Saudi Ambassador Abdullah al-Mouallimi: “We did not use threats or intimidation and we did not talk about funding”

Saudi Arabia says no threats were used on UN to remove Arab-led coalition fighting in Yemen from child rights blacklist.

Saudi Arabia has denied threatening a cut-off of humanitarian funding to pressure the United Nations into removing the Arab-led coalition fighting in Yemen from a blacklist of child rights violators.

The UN had blacklisted the coalition after concluding in a report released last Thursday that it was responsible for 60 percent of the 785 children killed in Yemen last year.

“We did not use threats or intimidation and we did not talk about funding,” Saudi Ambassador Abdullah al-Mouallimi said on Thursday.

On Monday, UN Secretary-General Ban Ki-moon announced that the coalition would be scratched from the list pending a joint review with the alliance.

“Pending the conclusions of the joint review, the secretary general removes the listing of the coalition in the report’s annex,” Ban’s spokesman Stephane Dujarric said in a statement.

In his first public remarks after announcing that he removed the coalition from the blacklist, the UN chief said on Thursday that he took the decision after Saudi Arabia, along with other Arab and Muslim countries, threatened to cut off funding to UN humanitarian programmes.

“This was one of the most painful and difficult decisions I have had to make,” Ban told reporters at UN headquarters.

“It is unacceptable for member-states to exert undue pressure,” he said.

Ban said he “had to consider the very real prospect that millions of other children would suffer grievously if, as was suggested to me, countries would de-fund many UN programmes.

“I stand by the report,” Ban added, warning that the content of the report will not change.

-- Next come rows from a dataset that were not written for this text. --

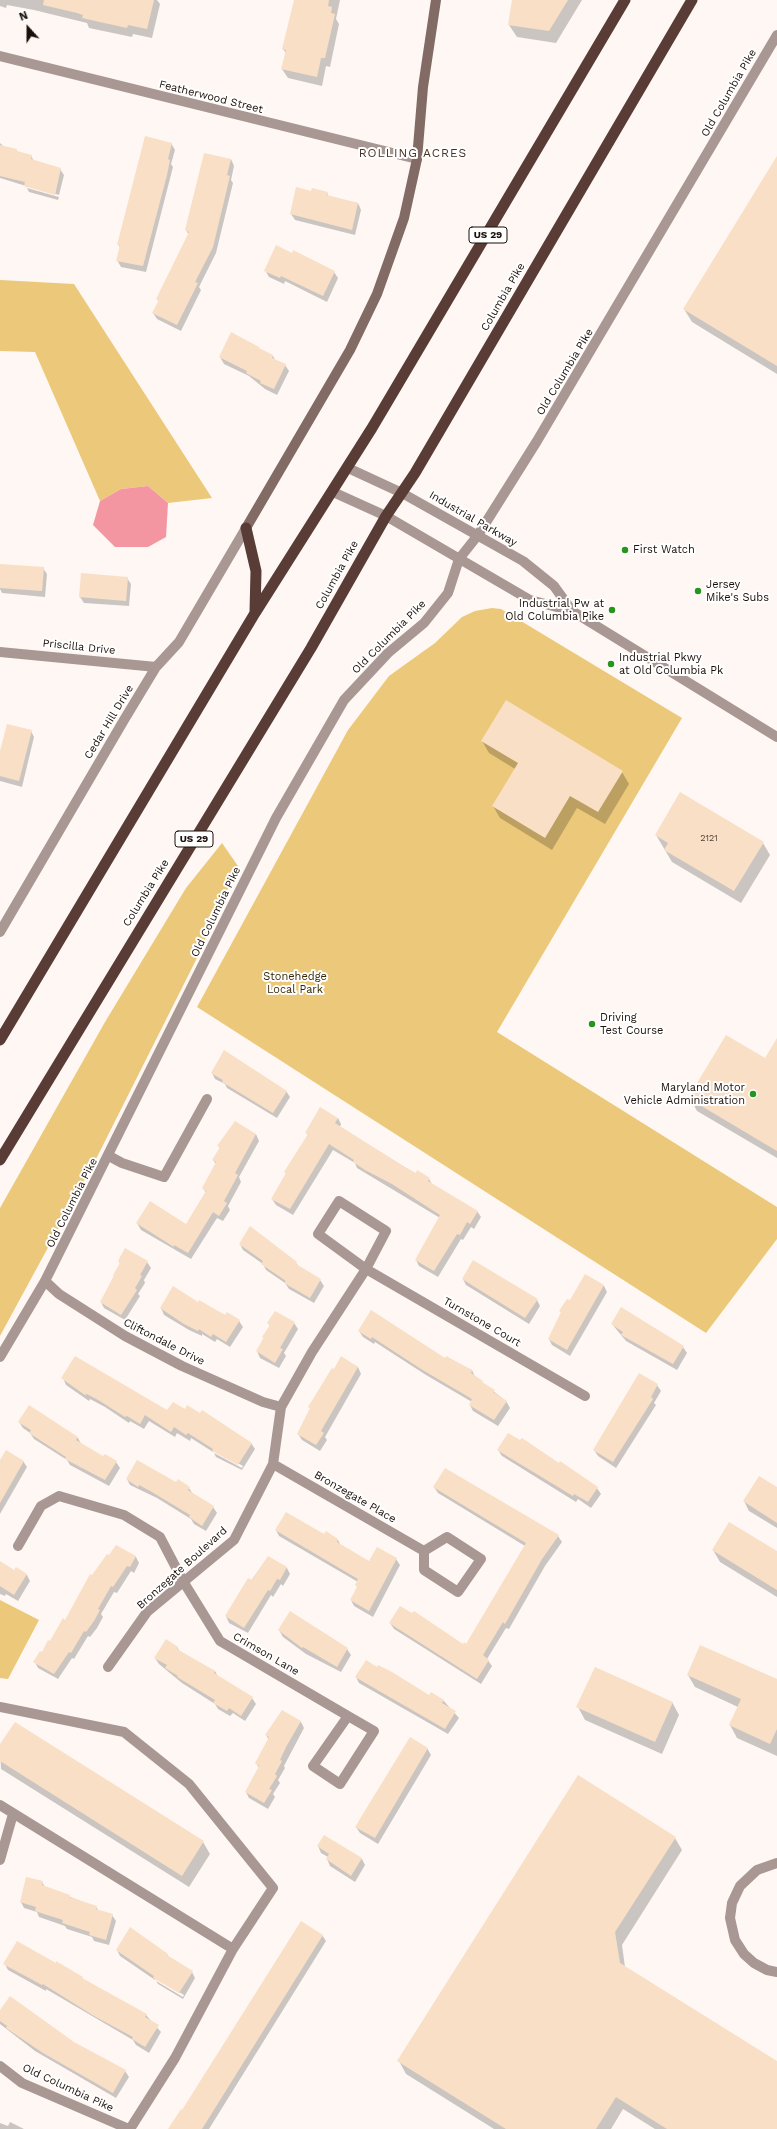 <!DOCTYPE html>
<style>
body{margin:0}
#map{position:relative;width:777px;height:2129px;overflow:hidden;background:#fef7f3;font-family:"Work Sans",sans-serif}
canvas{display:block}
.north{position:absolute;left:8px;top:8px;width:40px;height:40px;-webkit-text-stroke:3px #fff;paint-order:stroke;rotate:339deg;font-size:11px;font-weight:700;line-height:16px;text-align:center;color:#1b0f09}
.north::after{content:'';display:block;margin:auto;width:14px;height:18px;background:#1b0f09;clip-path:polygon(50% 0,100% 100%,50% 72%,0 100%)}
</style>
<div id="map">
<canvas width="777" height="2129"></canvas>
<div class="north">N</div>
</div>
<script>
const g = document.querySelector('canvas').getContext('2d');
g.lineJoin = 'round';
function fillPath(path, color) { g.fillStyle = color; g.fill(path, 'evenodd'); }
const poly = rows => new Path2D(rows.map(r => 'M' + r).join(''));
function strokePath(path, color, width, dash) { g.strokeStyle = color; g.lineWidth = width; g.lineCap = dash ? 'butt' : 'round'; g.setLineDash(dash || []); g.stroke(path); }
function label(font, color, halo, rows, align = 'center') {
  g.font = font + ' "Work Sans",sans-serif'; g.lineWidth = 4; g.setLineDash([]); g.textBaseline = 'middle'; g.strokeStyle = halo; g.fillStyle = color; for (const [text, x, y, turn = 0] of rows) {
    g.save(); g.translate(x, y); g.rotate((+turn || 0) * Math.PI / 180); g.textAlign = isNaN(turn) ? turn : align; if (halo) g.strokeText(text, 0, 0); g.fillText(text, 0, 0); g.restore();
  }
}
fillPath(poly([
 [0,280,74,284,212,498,168,503,148,486,121,489,100,501,35,352,0,351],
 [492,608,501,609,682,718,497,1032,777,1207,777,1239,706,1333,197,1007,348,730,389,676,435,643,462,617,475,611],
 [222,843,238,866,195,962,96,1159,0,1336,0,1208,105,1022,186,888],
 [0,1600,39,1620,8,1679,0,1678]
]), '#ecc97a');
fillPath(poly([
 [148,486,168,503,166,537,148,547,115,547,93,525,100,501,121,489]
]), '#f396a2');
fillPath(poly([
 [0,0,157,0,160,4,152,38,133,34,132,37,89,28,87,23,34,10,7,5,6,8,0,6],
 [295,0,340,0,336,19,339,24,330,67,326,66,322,86,288,78,282,69,286,53,283,49],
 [513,0,582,0,556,43,517,37,509,25],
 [0,143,4,147,31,156,34,161,60,169,64,175,59,195,27,185,27,188,59,197,58,200,29,192,26,186,0,178],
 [171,143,175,150,171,164,173,167,146,272,121,267,117,260,120,248,119,245],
 [231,159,234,166,231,180,233,183,216,253,199,287,201,290,181,331,157,319,153,313,159,301,157,299,189,235,186,230],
 [777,173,777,374,692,322,684,309],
 [312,192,327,193,329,197,358,203,361,210,355,235,295,220,291,214],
 [292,254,334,272,338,278,327,302,285,281,284,284,269,277,265,270],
 [273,356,275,360,285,365,289,371,277,395,265,389,249,376,224,364,220,357],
 [43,568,47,574,45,597,2,593,0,589,0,573],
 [127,578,131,584,129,606,84,603,80,597],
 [31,731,34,737,22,787,0,781,0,755],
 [482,741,622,772,629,784,605,824,577,808,552,850,500,818,493,806,515,769,489,753],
 [656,835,763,843,770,855,741,903,672,862],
 [777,1056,777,1158,697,1111,690,1098,766,1059],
 [212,1073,286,1091,290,1097,277,1118,227,1088,225,1084,215,1079],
 [338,1118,341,1124,340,1127,416,1174,429,1179,432,1184,477,1211,481,1217,474,1229,471,1227,463,1240,461,1239,438,1277,419,1266,416,1260,440,1218,357,1168,355,1163,333,1150,293,1215,276,1205,272,1199,286,1174,285,1172,308,1136,307,1133],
 [256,1134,259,1141,239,1177,241,1182,228,1206,230,1210,223,1221,217,1218,191,1259,141,1230,137,1223,186,1225,206,1193,203,1188,216,1164,213,1160,220,1149,219,1146],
 [240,1244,296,1263,299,1267,320,1280,324,1286,314,1303,289,1289,285,1283,266,1270,263,1264,243,1250],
 [119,1261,147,1262,151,1268,144,1280,145,1283,138,1294,140,1296,125,1320,104,1308,101,1302,120,1264],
 [586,1275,604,1286,607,1292,570,1356,552,1345,549,1339,562,1314,560,1311,570,1301],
 [463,1279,537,1300,540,1306,529,1324,466,1285],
 [198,1303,239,1321,243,1327,230,1347,217,1339,215,1342,202,1334,202,1336,189,1330,164,1315,161,1308],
 [268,1323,294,1323,298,1329,284,1353,286,1356,279,1368,260,1358,257,1351,270,1326],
 [612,1324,683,1347,687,1353,677,1370,626,1341],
 [359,1331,446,1359,472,1370,475,1377,506,1401,510,1408,498,1426,473,1411,470,1405,472,1402,426,1375,375,1342,374,1344,363,1337],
 [342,1358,358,1367,361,1374,325,1437,327,1440,320,1451,302,1440,298,1434,311,1410,309,1407],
 [63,1378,168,1412,251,1443,255,1449,242,1470,216,1457,214,1453,242,1468,243,1466,213,1450,213,1452,191,1438,190,1441,177,1433,175,1437,149,1421,144,1429,130,1421,129,1423,105,1407,90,1399,89,1401,66,1385],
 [657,1385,661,1391,654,1403,656,1405,616,1468,598,1456,594,1450],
 [29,1406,78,1438,81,1444,103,1458,116,1462,120,1468,109,1486,70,1465,67,1460,34,1439,30,1433,23,1428,19,1422],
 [498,1450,597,1488,601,1494,591,1508,578,1499,576,1502,502,1456],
 [23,1461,27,1467,0,1514,0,1462],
 [127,1479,176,1483,189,1488,193,1494,213,1507,217,1513,206,1531,194,1524,191,1519,157,1498,130,1485],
 [434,1487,558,1536,562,1542,545,1566,509,1629,506,1628,487,1659,492,1666,481,1684,394,1629,390,1623,466,1645,525,1546,438,1493],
 [777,1488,777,1528,749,1511,744,1501],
 [276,1530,324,1536,338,1540,341,1546,369,1563,396,1559,400,1565,373,1617,354,1606,351,1600,358,1588,358,1582,279,1536],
 [116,1546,136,1557,139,1563,134,1573,131,1571,117,1593,114,1592,101,1614,103,1617,97,1628,90,1637,88,1636,74,1659,72,1658,58,1679,38,1668,35,1662,66,1621,93,1577],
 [713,1550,777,1552,777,1597,720,1562],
 [268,1557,287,1568,290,1574,283,1586,281,1584,273,1597,271,1595,248,1633,229,1623,226,1616],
 [0,1562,15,1571,27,1575,30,1581,18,1601,6,1594,5,1596,0,1594],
 [279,1630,347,1649,351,1655,341,1672,306,1654,283,1637],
 [177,1647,180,1652,215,1671,218,1677,252,1698,256,1704,245,1721,233,1713,230,1716,218,1709,215,1704,182,1683,159,1664,155,1658],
 [688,1675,777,1680,777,1756,737,1738,730,1725,738,1707,695,1687],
 [356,1677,443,1700,459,1718,448,1734,359,1683],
 [672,1702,679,1715,662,1754,585,1720,578,1707],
 [282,1711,301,1722,304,1728,284,1766,285,1768,278,1780,280,1783,273,1794,275,1797,268,1809,249,1798,246,1792,259,1768,256,1763,269,1740,266,1735],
 [0,1746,203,1842,210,1854,189,1887,1,1769],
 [427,1748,431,1755,378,1844,360,1833,356,1827],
 [324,1836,362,1859,365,1865,355,1882,330,1866,327,1859,328,1857,321,1853,318,1846],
 [675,1838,682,1850,622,1945,625,1967,777,2063,777,2129,655,2129,623,2109,611,2129,494,2129,406,2074,399,2061],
 [42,1882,45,1887,96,1907,99,1911,112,1915,116,1921,109,1945,94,1941,92,1937,67,1929,65,1926,39,1917,37,1912,24,1908,21,1902],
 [322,1935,326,1941,209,2129,170,2129],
 [117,1950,167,1954,169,1958,192,1972,195,1978,183,1999,158,1984,156,1981,183,1997,184,1995,155,1978,155,1980,120,1956],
 [5,1964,56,1964,146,2015,161,2032,149,2053,136,2045,133,2040,46,1989,46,1991,8,1970],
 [0,2012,73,2043,125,2071,129,2077,116,2098,35,2051,0,2024],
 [10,2122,24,2129,0,2129,0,2123,8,2126]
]), '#0003');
fillPath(poly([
 [44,0,154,0,147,29,128,25,127,28,82,18,83,15,77,13,43,5],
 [294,0,329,0,328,6,332,7,331,13,335,14,325,58,321,58,317,77,281,69,286,50,282,49],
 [512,0,568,0,549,31,508,25],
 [145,136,172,143,168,159,170,160,167,175,143,266,116,261,120,245,117,245],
 [0,145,17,149,17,151,32,155,31,159,61,168,55,195,24,186,25,182,0,176],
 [204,153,231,159,227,175,230,176,213,247,195,282,198,283,177,325,152,313,159,300,156,299,189,232,185,230],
 [777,156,777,366,683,309],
 [296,187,311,191,312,188,328,192,327,195,358,203,352,230,290,214],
 [276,245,292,253,293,250,335,271,323,296,281,276,280,278,264,271],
 [231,332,259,347,259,348,273,355,272,358,286,364,274,389,260,383,261,381,246,373,247,371,219,357],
 [0,564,44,567,42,591,0,588],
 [81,573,128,577,126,601,79,597],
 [506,700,623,771,598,812,570,796,545,838,492,806,518,763,481,741],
 [7,724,32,730,19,781,0,776,0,751],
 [680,792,764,842,734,891,664,850,668,843,655,835],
 [726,1035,765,1058,777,1038,777,1151,688,1098],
 [224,1050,287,1091,273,1113,222,1082,223,1080,211,1073],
 [320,1107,338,1118,335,1123,403,1166,416,1173,417,1170,430,1178,428,1181,478,1211,470,1224,467,1222,460,1235,457,1234,434,1271,415,1260,440,1215,392,1184,365,1170,353,1162,354,1160,329,1144,290,1209,271,1199,286,1173,284,1172,308,1134,305,1133],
 [235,1121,256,1134,235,1173,238,1175,224,1201,227,1203,219,1216,213,1212,188,1253,174,1245,174,1247,136,1223,150,1201,186,1224,206,1191,202,1188,216,1162,212,1160,220,1147,217,1146],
 [250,1226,297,1262,296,1264,321,1279,310,1298,284,1283,286,1281,261,1264,263,1261,239,1244],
 [125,1248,148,1261,140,1275,142,1276,135,1288,137,1290,121,1315,100,1302,114,1276,113,1275,120,1263,118,1261],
 [473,1260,538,1299,525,1318,462,1279],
 [585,1274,604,1285,567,1350,548,1339,561,1312,559,1311,567,1299,570,1300],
 [173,1286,198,1302,199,1300,225,1315,227,1312,240,1320,226,1342,213,1334,211,1337,199,1329,198,1331,184,1324,160,1308],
 [621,1307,684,1346,673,1364,621,1335,623,1332,611,1324],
 [371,1310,445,1358,446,1356,472,1370,471,1373,483,1381,482,1382,495,1390,493,1392,507,1401,494,1420,469,1405,472,1399,421,1369,372,1337,371,1339,358,1331],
 [275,1311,295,1322,280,1348,283,1349,275,1363,256,1351,264,1338,262,1337,270,1325,267,1323],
 [75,1356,167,1410,173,1402,185,1409,187,1405,200,1413,202,1410,252,1443,238,1465,212,1451,213,1449,188,1433,186,1435,174,1427,171,1432,145,1415,140,1424,127,1416,125,1417,100,1401,87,1394,85,1395,61,1378],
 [341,1356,358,1367,321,1431,324,1433,316,1445,297,1434,310,1408,308,1407,332,1368,334,1369],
 [639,1373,658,1384,651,1397,653,1399,613,1462,593,1450],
 [29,1405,78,1437,76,1440,103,1456,105,1454,117,1461,105,1480,65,1459,66,1457,29,1433,31,1430,18,1422],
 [508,1433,520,1440,522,1438,559,1463,560,1461,598,1487,588,1502,574,1494,573,1496,497,1450],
 [6,1450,24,1461,0,1503,0,1460],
 [137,1460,176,1482,178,1479,190,1487,188,1490,214,1506,202,1526,189,1517,190,1515,152,1492,139,1485,138,1487,126,1479],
 [445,1468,559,1535,542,1559,505,1624,503,1622,483,1655,489,1660,477,1679,389,1623,400,1606,412,1613,414,1611,463,1644,464,1642,466,1644,526,1543,433,1487],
 [759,1476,777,1487,777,1523,743,1501],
 [286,1512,324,1534,326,1531,338,1539,337,1542,369,1561,377,1547,397,1558,369,1611,350,1600,357,1587,355,1585,358,1579,275,1530],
 [729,1522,777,1551,777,1590,712,1550],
 [116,1545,136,1556,130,1567,127,1566,113,1587,111,1586,98,1609,100,1610,94,1621,86,1632,84,1631,71,1653,69,1652,54,1674,33,1662,40,1651,42,1652,48,1640,50,1641,63,1618,65,1620,90,1574,92,1575,107,1554,109,1555],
 [268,1556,287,1567,280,1580,277,1579,270,1591,268,1590,244,1628,225,1616,248,1578,252,1580],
 [0,1561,14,1570,16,1567,27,1574,14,1595,0,1586],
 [290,1611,348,1648,337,1667,303,1647,302,1648,278,1630],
 [166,1639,178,1647,177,1649,215,1671,214,1673,253,1697,241,1716,229,1708,227,1711,213,1703,215,1700,177,1677,178,1676,165,1668,167,1665,154,1658],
 [700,1645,777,1679,777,1729,770,1744,729,1725,741,1699,687,1675],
 [366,1660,377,1667,378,1665,392,1672,429,1695,431,1692,444,1700,442,1703,456,1711,445,1729,355,1677],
 [595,1667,673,1702,655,1742,576,1707],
 [282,1710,301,1721,286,1747,280,1760,282,1761,275,1774,277,1776,269,1789,272,1790,264,1803,245,1792,259,1766,255,1763,269,1737,265,1735],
 [15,1722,204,1841,182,1876,0,1761,0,1744],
 [410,1737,428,1748,375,1838,355,1827],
 [578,1775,676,1837,615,1932,620,1963,777,2061,777,2129,667,2129,616,2097,596,2129,506,2129,397,2061],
 [324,1835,362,1858,351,1876,326,1859,329,1854,317,1846],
 [26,1877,43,1881,42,1885,70,1895,69,1897,97,1906,96,1909,113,1914,106,1940,89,1935,90,1932,62,1923,63,1920,35,1911,36,1907,20,1902],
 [301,1921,323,1935,202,2129,168,2129,181,2109,182,2110],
 [130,1927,168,1954,167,1955,193,1971,179,1993,153,1978,154,1976,116,1950],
 [17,1941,56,1963,56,1961,83,1977,82,1978,147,2014,145,2017,159,2025,145,2047,132,2039,133,2037,94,2016,43,1984,42,1985,3,1964],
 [10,1996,74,2042,126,2070,113,2093,43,2053,6,2028,7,2026,0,2021,0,2010]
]), '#f9dfc5');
strokePath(poly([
 [0,56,417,159],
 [0,652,156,667],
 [0,932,124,720,156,667,179,642,246,528],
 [109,1156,122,1163,164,1177,207,1099],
 [45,1281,59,1294,125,1336,182,1366,263,1402,281,1407],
 [0,1357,45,1281,276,818,344,700,388,653,424,623,448,593,459,559],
 [273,1464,424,1551,447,1537,481,1559,458,1592,424,1570,424,1551],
 [18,1546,41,1506,59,1496,124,1515,160,1537,183,1581,220,1641,348,1716,374,1731,340,1784,313,1766,348,1716],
 [108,1667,147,1612,234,1540,273,1464,281,1407,312,1352,366,1269,386,1231,339,1201,318,1234,366,1269,585,1396],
 [0,1707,124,1732,189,1784,273,1888,233,1949,175,2058,130,2129],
 [0,1805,233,1949],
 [0,1860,13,1814],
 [777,1863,757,1870,740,1886,732,1903,730,1918,735,1940,744,1954,754,1963,767,1970,777,1972],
 [0,2066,22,2083,129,2129]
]), '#a99794', 10);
strokePath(poly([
 [348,468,402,493,523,561,554,586,572,611],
 [333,492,386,516,530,600,572,611,777,737],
 [459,559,478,535,537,441,777,35]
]), '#a99794', 10);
strokePath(poly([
 [246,528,350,350,377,294,404,218,417,159,423,87,436,0]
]), '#826a65', 10);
strokePath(poly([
 [246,528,256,571,255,612],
 [0,1040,255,613,372,428,625,0],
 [0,1160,311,648,386,516,415,473,692,0]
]), '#5a3c36', 11);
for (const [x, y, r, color] of [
 [625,550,4,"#26941e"],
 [698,591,4,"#26941e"],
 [612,610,4,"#26941e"],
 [611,664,4,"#26941e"],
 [592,1024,4,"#26941e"],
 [753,1094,4,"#26941e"]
]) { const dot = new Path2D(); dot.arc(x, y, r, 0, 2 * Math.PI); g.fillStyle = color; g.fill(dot); strokePath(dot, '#fff', 1.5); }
label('9px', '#524338', null, [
 ["2121",709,838]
]);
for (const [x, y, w] of [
 [488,235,38],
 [194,839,38]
]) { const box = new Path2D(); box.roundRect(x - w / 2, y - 8, w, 16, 3); g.fillStyle = '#fff'; g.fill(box); strokePath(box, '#1b0f09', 1); }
label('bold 10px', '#1b0f09', null, [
 ["US 29",488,235],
 ["US 29",194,839]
]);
label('11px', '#1b0f09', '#fff', [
 ["Old Columbia Pike",729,93,-60],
 ["Featherwood Street",211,97,14],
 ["Columbia Pike",503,297,-60],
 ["Old Columbia Pike",565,372,-59],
 ["Industrial Parkway",473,519,30],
 ["Columbia Pike",337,575,-61],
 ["Old Columbia Pike",389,637,-45],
 ["Priscilla Drive",79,647,6],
 ["Cedar Hill Drive",109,722,-59],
 ["Columbia Pike",146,893,-58],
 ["Old Columbia Pike",216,912,-64],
 ["Old Columbia Pike",72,1203,-63],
 ["Turnstone Court",482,1322,30],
 ["Cliftondale Drive",164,1342,27],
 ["Bronzegate Place",355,1497,30],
 ["Bronzegate Boulevard",182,1568,-42],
 ["Crimson Lane",266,1654,30],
 ["Old Columbia Pike",68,2088,25]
]);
label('11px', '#1b0f09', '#fff', [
 ["First Watch",633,550],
 ["Jersey",706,585],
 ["Mike's Subs",706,598],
 ["Industrial Pw at",604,604,"right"],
 ["Old Columbia Pike",604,617,"right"],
 ["Industrial Pkwy",619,658],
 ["at Old Columbia Pk",619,671],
 ["Driving",600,1018],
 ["Test Course",600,1031],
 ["Maryland Motor",745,1088,"right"],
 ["Vehicle Administration",745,1101,"right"]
], 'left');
label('11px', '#382903', '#fff', [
 ["Stonehedge",295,977],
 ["Local Park",295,990]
]);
g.letterSpacing = '1px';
label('12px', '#4b3021', '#fff', [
 ["ROLLING ACRES",413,153]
]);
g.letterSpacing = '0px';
</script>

The UN chief appealed to member states to defend the reporting mechanisms, such as the children in armed conflict annual blacklist, and pointed out that the coalition may be put back on the list as a result of an investigation.

“I don’t think this controversy is going away any time soon,” Al Jazeera’s James Bays, reporting from the UN headquarters in New York, said.

“Ban Ki-moon is saying that this is a temporary removal of the Saudi-led coalition from this list.

“But the Saudi ambassador has a very different view of things; he believes that the coalition is off the list permanently.”

The Arab-led coalition began a military campaign in Yemen in March last year with the aim of preventing Iran-allied Houthi rebels and forces loyal to Yemen’s ex-President Ali Abdullah Saleh from taking power.

Some 6,000 people, about half of them civilians, have been killed in Yemen since last March, according to the UN.

The Houthis, Yemen government forces and pro-government groups have been on the UN blacklist for at least five years and are considered “persistent perpetrators”. Al-Qaeda in the Arabian Peninsula also reappeared on the list.